Go through the entries below and say how many lines hold the word "data". Nothing else is needed.

Saved entries:
* * * *
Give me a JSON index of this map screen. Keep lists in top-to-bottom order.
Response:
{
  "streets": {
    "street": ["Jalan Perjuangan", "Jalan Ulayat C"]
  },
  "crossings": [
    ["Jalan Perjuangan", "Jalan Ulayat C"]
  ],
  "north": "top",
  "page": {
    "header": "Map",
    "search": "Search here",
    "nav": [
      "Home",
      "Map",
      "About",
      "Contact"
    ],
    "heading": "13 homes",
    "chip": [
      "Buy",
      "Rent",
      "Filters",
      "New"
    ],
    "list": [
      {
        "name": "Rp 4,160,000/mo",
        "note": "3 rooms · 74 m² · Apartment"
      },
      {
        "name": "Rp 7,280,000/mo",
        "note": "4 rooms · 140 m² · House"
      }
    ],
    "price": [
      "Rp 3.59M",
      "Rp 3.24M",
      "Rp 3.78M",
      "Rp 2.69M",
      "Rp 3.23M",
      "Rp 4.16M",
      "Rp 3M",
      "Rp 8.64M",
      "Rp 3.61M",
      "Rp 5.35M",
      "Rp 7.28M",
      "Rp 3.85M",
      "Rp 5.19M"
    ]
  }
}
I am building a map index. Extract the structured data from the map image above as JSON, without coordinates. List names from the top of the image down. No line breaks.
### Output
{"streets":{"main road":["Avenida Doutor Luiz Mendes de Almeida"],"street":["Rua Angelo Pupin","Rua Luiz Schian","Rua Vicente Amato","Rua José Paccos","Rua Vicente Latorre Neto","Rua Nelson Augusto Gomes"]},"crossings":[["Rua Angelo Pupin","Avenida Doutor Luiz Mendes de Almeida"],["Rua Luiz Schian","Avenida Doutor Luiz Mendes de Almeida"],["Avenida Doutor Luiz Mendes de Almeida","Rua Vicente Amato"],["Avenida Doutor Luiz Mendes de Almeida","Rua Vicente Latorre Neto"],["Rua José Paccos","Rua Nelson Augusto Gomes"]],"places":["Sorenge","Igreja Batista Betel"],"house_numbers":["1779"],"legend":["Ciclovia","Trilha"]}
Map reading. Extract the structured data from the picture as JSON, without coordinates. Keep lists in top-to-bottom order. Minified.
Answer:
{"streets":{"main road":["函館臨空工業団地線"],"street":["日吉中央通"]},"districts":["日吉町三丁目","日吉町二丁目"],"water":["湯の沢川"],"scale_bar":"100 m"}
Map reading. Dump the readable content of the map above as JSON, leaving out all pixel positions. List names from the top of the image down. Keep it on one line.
* * * *
> RESULT OF THIS TASK: 2